L’Atlas archéologique de l’Algérie, publié en 1911 par l’historien et archéologue français Stéphane Gsell, est une œuvre scientifique majeure qui recense et documente les vestiges antiques du territoire algérien. Élaboré sous l’égide du Service des monuments historiques d’Algérie durant la période coloniale, cet atlas demeure une référence incontournable pour l’étude du patrimoine antique nord-africain. Depuis 2003, des institutions spécialisées du ministère algérien de la Culture et des Arts travaillent à son actualisation, intégrant de nouvelles découvertes et des technologies modernes pour enrichir l’inventaire du patrimoine culturel algérien.

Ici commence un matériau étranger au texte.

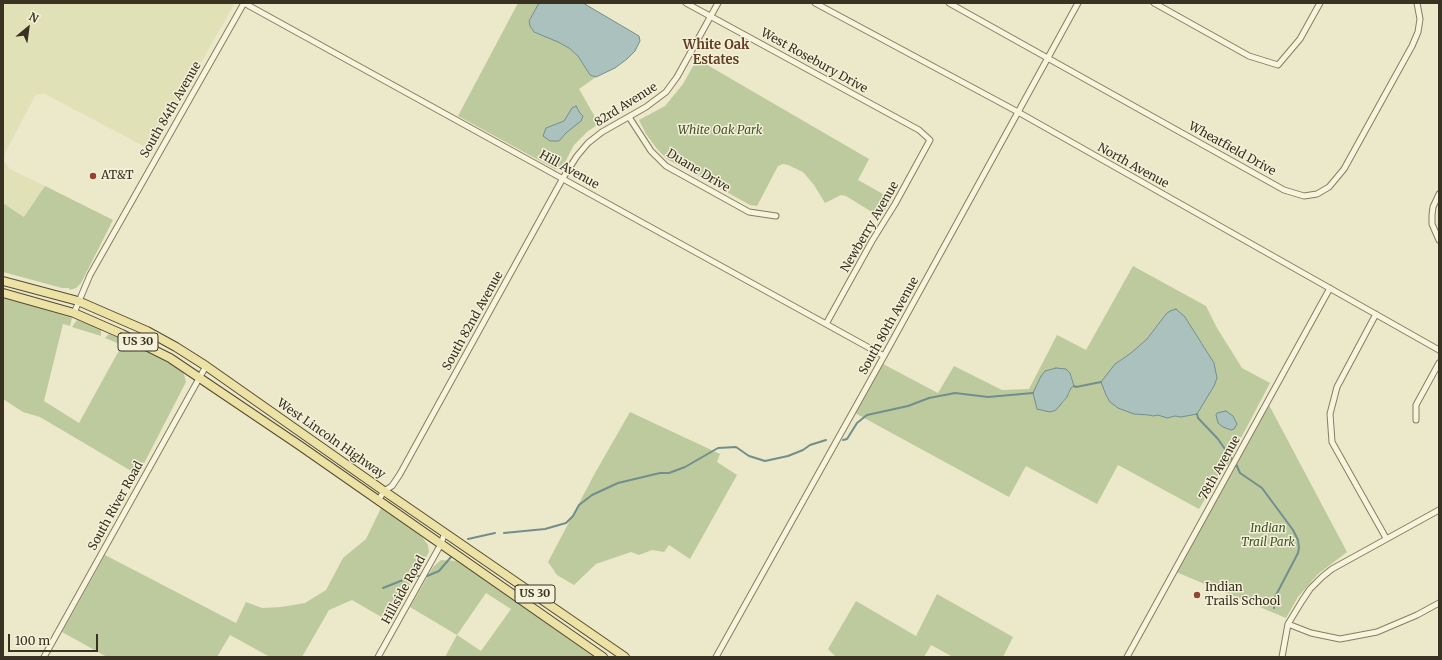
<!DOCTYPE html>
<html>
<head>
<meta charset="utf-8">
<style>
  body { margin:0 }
  #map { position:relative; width:1442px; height:660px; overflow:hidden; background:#ece8ca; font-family:Merriweather,serif }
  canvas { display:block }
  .frame { position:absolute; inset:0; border:4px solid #393122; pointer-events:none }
  .north { position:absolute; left:8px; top:8px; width:40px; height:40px; -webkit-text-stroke:3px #f4f1d9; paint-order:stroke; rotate:29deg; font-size:11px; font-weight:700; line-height:16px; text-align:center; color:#393122 }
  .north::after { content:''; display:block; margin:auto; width:14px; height:18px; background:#393122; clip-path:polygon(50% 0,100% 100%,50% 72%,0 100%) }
  .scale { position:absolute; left:8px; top:634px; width:90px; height:18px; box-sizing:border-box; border:2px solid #393122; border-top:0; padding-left:5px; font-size:12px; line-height:14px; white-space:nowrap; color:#393122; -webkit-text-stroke:3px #f4f1d9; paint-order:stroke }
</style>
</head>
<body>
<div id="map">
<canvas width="1442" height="660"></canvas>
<div class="frame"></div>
<div class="north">N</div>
<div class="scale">100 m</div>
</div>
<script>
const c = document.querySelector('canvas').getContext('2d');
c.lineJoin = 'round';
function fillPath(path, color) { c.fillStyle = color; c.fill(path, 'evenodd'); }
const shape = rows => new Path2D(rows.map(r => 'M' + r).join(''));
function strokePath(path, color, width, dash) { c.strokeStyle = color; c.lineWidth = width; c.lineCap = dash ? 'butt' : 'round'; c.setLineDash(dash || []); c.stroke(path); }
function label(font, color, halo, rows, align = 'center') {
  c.font = font + ' Merriweather,serif'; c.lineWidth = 3; c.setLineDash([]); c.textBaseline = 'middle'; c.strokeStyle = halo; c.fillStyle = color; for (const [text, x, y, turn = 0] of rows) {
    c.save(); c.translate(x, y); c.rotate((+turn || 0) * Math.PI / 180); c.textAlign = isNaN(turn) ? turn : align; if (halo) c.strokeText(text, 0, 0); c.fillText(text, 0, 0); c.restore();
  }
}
const farmland = shape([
  [3,3,235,3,151,150,43,93,35,96,5,153,4,161,10,169,45,186,26,218,3,203]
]);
const green = shape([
  [518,3,539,3,529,21,530,26,534,32,558,42,569,48,578,56,590,75,596,77,579,89,599,124,588,131,574,145,562,168,555,169,458,116],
  [697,59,869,159,858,180,892,199,880,217,846,196,841,195,825,203,814,185,803,172,788,165,783,164,778,166,757,206,750,205,667,159,657,149,646,134,639,120,665,106,683,84],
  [45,186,113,220,81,283,76,288,70,290,69,288,62,288,3,272,3,203,24,217],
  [1133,266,1206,306,1217,328,1242,368,1270,383,1231,457,1232,460,1222,471,1199,509,1118,465,1097,504,1026,466,1009,497,855,413,883,364,938,393,954,366,1002,390,1029,389,1057,335,1086,350],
  [1166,314,1185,317,1214,363,1181,417,1175,416,1167,418,1158,415,1140,415,1110,402,1106,395,1120,360,1131,353,1147,339],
  [1070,373,1074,385,1071,388,1069,394,1062,404],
  [3,297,72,318,70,326,63,324,44,401,79,423,122,345,105,338,109,334,135,344,183,371,186,382,138,475,40,417,23,412,3,399],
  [77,320,101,329,101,336,72,327],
  [1269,405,1347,552,1318,574,1298,597,1286,618,1176,572],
  [630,412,720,454,717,462,737,475,690,559,669,545,664,552,652,550,639,555,631,552,596,564,574,585,557,575,548,562,595,473],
  [381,508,422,537,428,545,429,552,390,622,352,600,329,610,302,657,270,657,230,635,217,657,107,657,62,632,105,555,236,623,246,602,262,608,281,607,305,603,326,590,343,558,366,539],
  [441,560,457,561,477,574,594,657,445,657,457,635,410,607,433,567],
  [486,593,511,609,481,651,457,635],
  [937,594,1013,637,1003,657,953,657,931,645,924,657,836,657,828,649,856,601,916,636]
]);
const water = shape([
  [539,3,583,3,639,36,640,41,635,51,627,59,615,68,596,77,590,75,578,56,569,48,558,42,534,32,530,26,529,21,539,3],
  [576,106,580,113,583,116,581,121,566,133,559,141,550,141,543,136,546,128,564,121,572,108,576,106],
  [1176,309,1185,317,1214,363,1217,378,1214,386,1197,414,1181,417,1175,416,1167,418,1158,415,1153,416,1149,415,1134,414,1118,408,1110,402,1106,395,1101,382,1115,364,1131,353,1147,339,1166,314,1170,311,1176,309],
  [1056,368,1066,369,1070,373,1074,386,1071,388,1067,397,1056,410,1050,412,1041,410,1037,409,1033,393,1041,376,1045,371,1056,368],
  [1226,411,1233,416,1237,424,1234,429,1231,430,1223,427,1218,423,1216,415,1217,413,1226,411]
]);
const stream = shape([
  [1074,386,1076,387,1101,382],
  [1197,414,1198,418,1218,439,1234,462],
  [843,440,847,439,857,423,867,415,908,406,929,398,955,393,988,397,1033,393],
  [1236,464,1240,473,1262,488,1293,530,1298,540,1299,548,1298,553,1275,597,1274,608],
  [504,533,545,529,566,523,573,516,579,505,592,495,618,483,660,473,669,473,685,467,718,448,736,447,749,456,765,461,788,456,803,450,810,445,826,440],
  [468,539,495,533],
  [427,576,439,571,451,557],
  [383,588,413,576,419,576]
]);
const street = shape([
  [244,3,884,356],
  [686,3,919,130,930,140,895,204,872,241,826,324],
  [815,3,1018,112,1439,350],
  [949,3,1284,190,1304,196,1317,194,1329,187,1344,169,1412,46,1418,32,1420,19,1417,3],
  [1154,3,1249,56,1278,65,1300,39,1320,3],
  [629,117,651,151,666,166,749,212,776,216],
  [1439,194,1433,207,1432,215,1432,224,1439,240],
  [74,313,90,275,244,3],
  [1376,314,1337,387,1330,414,1332,442,1386,538],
  [1416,420,1416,405,1439,363],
  [378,501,384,491,392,486,400,474,563,178,577,156,588,143,602,132,646,107,666,92,677,77,718,3],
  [1288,624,1311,633,1340,639,1377,632,1417,615,1439,603],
  [44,657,206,366],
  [378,657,441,544,445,532],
  [716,657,884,356,1078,3],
  [1127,657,1330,288],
  [1282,657,1288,624,1302,601,1310,589,1322,577,1332,569,1439,510]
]);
const primary = shape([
  [3,281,78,301,147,331,176,347,206,366,384,491,625,657],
  [3,293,74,313,122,334,170,358,299,445,603,657]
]);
const markers = [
  [93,176,4,"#934433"],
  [1197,595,4,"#934433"]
];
const shields = [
  [138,342,40],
  [535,594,40]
];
const shieldNames = [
  ["US 30",138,342],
  ["US 30",535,594]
];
const streetNames = [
  ["West Rosebury Drive",814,61,29],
  ["82rd Avenue",626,105,-32],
  ["South 84th Avenue",171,110,-60],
  ["Wheatfield Drive",1232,149,29],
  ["North Avenue",1133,166,29],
  ["Hill Avenue",569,170,29],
  ["Duane Drive",698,171,31],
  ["Newberry Avenue",870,227,-60],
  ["South 82nd Avenue",473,321,-61],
  ["South 80th Avenue",889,326,-61],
  ["West Lincoln Highway",331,439,35],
  ["78th Avenue",1220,468,-61],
  ["South River Road",116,506,-61],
  ["Hillside Road",404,590,-61]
];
const parkNames = [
  ["White Oak Park",720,131],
  ["Indian",1268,529],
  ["Trail Park",1268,543]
];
const poiNames = [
  ["AT&T",101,176],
  ["Indian",1205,588],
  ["Trails School",1205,602]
];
const neighbourhoodNames = [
  ["White Oak",716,45],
  ["Estates",716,60]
];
fillPath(farmland, '#e1e1b8');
fillPath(green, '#bdca9e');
fillPath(water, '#aac1be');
strokePath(water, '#718f8d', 1);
strokePath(stream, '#718f8d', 2);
strokePath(street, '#887c5f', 7);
strokePath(primary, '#564a33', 10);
strokePath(street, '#f7f4dd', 5);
strokePath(primary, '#ece2a5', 8);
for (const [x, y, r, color] of markers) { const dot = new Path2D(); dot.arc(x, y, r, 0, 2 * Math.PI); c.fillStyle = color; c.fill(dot); strokePath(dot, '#f4f1d9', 1.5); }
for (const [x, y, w] of shields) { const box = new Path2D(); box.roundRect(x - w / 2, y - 9, w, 18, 3); c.fillStyle = '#f4f1d9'; c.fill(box); strokePath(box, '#393122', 1); }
label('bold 11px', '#393122', null, shieldNames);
label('12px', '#393122', '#f4f1d9', streetNames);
label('italic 12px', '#42542a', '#f4f1d9', parkNames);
label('12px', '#393122', '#f4f1d9', poiNames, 'left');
label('bold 13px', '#633d24', '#f4f1d9', neighbourhoodNames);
</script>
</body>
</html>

L’Atlas s’inscrit dans un projet ambitieux des autorités coloniales françaises visant à cataloguer les vestiges de l’Antiquité et du Moyen Âge en Algérie. Dès 1873, des campagnes de prospection sont entreprises par le Service des antiquités, suivies en 1881 par le lancement officiel du projet d’un atlas archéologique. Ce travail s’appuie sur les contributions d’érudits tels qu’Adolphe Delamare, Amable Ravoisié, Adrien Berbrugger et Léon Renier, pionniers dans l’étude des antiquités algériennes.

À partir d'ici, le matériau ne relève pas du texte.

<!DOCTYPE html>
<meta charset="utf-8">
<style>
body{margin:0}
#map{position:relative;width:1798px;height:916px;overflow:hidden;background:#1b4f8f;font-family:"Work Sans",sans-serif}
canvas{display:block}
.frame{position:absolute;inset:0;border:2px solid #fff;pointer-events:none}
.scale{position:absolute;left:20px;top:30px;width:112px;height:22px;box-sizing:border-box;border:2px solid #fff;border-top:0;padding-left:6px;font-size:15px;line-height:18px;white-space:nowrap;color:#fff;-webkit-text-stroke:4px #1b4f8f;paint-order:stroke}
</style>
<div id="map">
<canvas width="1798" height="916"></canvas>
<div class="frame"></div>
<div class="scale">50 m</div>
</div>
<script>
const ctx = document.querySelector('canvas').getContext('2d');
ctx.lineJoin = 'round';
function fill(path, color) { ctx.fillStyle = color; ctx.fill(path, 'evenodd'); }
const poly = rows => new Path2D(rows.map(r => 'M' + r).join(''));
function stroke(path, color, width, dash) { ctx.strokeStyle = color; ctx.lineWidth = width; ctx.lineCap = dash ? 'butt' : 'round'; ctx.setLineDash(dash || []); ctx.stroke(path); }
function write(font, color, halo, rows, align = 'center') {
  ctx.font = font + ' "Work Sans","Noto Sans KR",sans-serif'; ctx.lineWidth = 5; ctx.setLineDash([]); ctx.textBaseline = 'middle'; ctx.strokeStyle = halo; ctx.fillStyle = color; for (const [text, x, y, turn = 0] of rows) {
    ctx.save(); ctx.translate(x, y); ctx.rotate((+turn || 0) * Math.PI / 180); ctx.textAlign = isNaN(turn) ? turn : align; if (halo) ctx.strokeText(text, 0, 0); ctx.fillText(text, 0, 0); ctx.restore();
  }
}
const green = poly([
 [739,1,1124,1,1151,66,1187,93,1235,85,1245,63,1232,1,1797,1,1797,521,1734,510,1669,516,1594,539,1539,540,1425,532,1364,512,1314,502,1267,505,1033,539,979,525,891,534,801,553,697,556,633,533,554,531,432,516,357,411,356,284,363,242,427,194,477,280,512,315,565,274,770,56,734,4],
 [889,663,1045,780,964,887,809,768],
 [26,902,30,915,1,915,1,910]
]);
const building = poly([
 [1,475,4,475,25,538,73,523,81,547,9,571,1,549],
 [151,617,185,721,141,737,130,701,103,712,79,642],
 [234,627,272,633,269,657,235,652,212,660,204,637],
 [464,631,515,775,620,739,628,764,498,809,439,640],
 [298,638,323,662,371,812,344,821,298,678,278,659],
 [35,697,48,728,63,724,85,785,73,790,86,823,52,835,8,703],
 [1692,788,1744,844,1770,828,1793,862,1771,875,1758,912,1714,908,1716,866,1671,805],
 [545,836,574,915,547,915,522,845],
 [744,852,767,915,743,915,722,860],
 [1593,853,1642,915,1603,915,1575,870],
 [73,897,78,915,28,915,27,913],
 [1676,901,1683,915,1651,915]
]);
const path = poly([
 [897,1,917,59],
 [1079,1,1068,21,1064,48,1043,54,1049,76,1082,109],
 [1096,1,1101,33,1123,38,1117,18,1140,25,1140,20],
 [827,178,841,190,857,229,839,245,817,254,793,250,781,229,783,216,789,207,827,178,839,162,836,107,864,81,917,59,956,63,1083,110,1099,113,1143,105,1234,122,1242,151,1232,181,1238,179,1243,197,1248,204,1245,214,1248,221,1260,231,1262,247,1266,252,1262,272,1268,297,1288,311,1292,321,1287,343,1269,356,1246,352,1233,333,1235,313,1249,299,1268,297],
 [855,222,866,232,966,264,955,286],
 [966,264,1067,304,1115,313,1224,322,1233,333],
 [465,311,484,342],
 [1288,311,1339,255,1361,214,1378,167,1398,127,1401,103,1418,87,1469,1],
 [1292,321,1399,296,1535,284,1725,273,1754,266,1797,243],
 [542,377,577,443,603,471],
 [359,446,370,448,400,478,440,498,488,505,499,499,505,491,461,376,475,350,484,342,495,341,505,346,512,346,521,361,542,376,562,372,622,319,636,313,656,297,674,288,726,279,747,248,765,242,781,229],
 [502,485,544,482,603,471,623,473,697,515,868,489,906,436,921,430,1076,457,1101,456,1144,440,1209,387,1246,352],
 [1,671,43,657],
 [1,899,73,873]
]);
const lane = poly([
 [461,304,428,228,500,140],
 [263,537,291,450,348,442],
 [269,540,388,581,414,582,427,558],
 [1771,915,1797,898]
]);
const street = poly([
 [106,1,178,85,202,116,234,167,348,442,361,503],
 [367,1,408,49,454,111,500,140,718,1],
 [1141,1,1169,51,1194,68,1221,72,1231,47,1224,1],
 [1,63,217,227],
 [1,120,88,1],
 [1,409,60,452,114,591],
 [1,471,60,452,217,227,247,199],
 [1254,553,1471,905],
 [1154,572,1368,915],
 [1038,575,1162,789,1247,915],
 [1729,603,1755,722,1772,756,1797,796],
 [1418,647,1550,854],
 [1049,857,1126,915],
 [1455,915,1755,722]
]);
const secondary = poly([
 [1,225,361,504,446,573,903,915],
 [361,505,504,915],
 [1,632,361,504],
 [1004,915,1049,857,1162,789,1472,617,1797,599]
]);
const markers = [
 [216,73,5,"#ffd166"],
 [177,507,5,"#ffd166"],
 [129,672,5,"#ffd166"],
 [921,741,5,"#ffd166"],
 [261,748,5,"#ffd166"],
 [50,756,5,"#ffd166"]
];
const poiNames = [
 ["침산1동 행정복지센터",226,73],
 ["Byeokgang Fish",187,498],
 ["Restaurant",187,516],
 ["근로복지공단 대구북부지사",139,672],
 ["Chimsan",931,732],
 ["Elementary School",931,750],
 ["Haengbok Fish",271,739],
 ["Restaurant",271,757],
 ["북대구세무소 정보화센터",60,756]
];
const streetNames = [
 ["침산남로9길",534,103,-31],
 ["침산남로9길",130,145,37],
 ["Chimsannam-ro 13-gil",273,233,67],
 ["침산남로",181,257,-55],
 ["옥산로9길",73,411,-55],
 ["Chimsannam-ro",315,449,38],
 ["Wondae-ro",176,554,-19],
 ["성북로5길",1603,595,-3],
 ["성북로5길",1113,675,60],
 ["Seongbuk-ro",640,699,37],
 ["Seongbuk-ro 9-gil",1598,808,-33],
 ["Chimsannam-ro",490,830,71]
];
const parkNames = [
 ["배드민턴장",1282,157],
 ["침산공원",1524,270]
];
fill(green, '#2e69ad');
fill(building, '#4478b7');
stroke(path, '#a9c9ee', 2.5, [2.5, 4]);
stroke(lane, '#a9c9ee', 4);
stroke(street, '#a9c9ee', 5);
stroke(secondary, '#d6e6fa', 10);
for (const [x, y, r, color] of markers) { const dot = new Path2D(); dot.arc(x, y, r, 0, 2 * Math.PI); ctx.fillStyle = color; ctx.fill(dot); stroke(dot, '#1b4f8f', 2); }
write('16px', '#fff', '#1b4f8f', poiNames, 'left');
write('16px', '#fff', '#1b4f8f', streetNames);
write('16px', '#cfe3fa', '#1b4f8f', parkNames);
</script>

Stéphane Gsell, membre de l’École française de Rome et archéologue attaché à l’administration coloniale, prend la direction du projet en 1902. Son travail, achevé en 1911, repose sur une combinaison rigoureuse de relevés de terrain, d’analyses de sources antiques et d’études épigraphiques. Les relevés sont réalisés par des officiers topographes, des archéologues et des membres du Service des antiquités, garantissant une approche scientifique et systématique.
L’objectif principal de l’Atlas était de cartographier et décrire les sites archéologiques pour préserver leur mémoire et faciliter leur étude. Il s’agissait également de mettre en valeur le riche patrimoine antique de l’Algérie, notamment les vestiges numides, romains, byzantins et islamiques.
L’Atlas archéologique de l’Algérie se compose de 51 feuilles cartographiques à l’échelle 1:200 000, chacune accompagnée d’un fascicule descriptif. Chaque feuille correspond à une zone géographique précise (cercle administratif ou commune mixte) et recense les sites archéologiques identifiés, incluant :
Cartes topographiques annotées : représentant les sites et leurs emplacements.
Descriptions détaillées : temples, nécropoles, thermes, routes, fortins, etc.
Inventaires des inscriptions : principalement latines, mais aussi d’autres origines.
Observations : état de conservation, toponymie et trouvailles matérielles.
L’Atlas couvre les principales villes antiques de l’Algérie, telles que Icosium (Alger), Cirta (Constantine), Hippo Regius (Annaba), Timgad, Cuicul (Djemila), Lambèse, Tipasa, Cæsarea (Cherchell) et bien d’autres. Il référence environ 10 000 toponymes, offrant une couverture quasi complète des régions riches en vestiges, comme Batna (feuille n°27), Cherchell (feuille n°4) ou Constantine (feuille n°17). Les régions frontalières du Maroc et de la Tunisie sont également partiellement incluses.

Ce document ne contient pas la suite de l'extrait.